[Entries taken from a collection]
════════════════════

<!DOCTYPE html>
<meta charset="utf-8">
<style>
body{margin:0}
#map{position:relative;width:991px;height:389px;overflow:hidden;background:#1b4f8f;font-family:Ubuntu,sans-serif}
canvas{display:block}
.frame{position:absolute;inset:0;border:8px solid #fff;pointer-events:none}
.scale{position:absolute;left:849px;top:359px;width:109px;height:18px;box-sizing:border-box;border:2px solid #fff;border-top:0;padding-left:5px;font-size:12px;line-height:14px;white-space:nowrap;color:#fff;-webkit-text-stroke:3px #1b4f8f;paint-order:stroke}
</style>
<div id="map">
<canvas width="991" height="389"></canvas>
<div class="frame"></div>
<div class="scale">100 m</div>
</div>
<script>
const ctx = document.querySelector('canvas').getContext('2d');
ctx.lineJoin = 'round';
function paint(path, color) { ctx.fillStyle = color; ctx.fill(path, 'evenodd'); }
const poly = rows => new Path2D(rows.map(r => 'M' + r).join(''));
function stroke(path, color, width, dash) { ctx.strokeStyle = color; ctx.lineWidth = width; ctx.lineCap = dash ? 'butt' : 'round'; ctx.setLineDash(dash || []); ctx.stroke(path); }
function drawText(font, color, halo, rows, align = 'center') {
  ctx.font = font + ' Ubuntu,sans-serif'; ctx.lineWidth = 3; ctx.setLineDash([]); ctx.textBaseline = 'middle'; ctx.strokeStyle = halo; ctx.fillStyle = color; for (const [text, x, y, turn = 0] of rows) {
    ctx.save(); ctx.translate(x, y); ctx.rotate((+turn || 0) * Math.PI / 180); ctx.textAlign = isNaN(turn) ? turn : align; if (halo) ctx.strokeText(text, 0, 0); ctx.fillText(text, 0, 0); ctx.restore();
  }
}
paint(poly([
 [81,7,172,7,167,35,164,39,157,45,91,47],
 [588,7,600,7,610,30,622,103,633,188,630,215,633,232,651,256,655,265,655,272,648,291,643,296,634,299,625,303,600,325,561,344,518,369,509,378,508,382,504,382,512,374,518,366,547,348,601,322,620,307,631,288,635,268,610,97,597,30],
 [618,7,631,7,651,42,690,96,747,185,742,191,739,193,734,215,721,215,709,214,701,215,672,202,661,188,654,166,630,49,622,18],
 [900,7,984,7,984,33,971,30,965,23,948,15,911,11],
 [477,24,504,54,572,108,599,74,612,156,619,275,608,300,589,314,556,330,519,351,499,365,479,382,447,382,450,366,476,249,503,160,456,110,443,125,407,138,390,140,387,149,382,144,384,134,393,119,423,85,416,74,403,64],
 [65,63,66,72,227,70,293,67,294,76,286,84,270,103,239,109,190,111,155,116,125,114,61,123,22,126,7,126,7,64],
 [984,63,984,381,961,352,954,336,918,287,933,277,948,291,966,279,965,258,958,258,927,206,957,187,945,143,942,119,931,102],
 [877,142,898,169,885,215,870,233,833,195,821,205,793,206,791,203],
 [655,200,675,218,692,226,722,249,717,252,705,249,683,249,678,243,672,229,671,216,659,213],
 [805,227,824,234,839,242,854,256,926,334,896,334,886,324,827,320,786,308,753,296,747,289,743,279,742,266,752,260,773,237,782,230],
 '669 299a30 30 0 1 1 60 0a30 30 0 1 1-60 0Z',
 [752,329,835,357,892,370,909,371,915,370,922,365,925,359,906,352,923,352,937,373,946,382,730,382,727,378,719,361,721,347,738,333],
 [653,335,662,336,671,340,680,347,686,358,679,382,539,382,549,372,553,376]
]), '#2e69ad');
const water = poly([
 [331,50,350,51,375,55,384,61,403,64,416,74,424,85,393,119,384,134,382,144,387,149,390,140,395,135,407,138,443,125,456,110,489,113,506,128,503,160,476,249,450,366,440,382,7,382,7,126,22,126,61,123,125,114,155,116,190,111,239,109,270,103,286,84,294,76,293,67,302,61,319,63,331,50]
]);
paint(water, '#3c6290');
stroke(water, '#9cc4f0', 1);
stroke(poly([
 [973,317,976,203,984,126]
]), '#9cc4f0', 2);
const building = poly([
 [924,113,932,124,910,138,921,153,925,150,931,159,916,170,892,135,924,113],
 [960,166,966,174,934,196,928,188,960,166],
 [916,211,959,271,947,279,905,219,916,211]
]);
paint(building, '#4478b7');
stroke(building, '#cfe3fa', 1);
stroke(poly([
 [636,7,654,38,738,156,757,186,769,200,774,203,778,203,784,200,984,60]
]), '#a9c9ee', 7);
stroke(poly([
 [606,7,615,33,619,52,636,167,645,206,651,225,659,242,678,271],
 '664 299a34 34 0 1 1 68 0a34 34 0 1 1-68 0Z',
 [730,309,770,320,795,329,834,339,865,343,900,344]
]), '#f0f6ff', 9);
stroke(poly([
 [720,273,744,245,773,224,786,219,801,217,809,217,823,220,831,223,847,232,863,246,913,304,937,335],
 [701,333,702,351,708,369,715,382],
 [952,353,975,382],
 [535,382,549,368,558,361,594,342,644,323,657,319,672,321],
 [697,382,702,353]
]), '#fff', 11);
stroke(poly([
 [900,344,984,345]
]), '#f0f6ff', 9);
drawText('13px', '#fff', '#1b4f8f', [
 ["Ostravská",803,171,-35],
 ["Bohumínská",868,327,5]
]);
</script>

════════════════════

→ **TASK DIRECTIONS**:
Which lines above contain the word "function"? Show each of them.

→ **ANSWER TO THIS EXERCISE**:
function paint(path, color) { ctx.fillStyle = color; ctx.fill(path, 'evenodd'); }
function stroke(path, color, width, dash) { ctx.strokeStyle = color; ctx.lineWidth = width; ctx.lineCap = dash ? 'butt' : 'round'; ctx.setLineDash(dash || []); ctx.stroke(path); }
function drawText(font, color, halo, rows, align = 'center') {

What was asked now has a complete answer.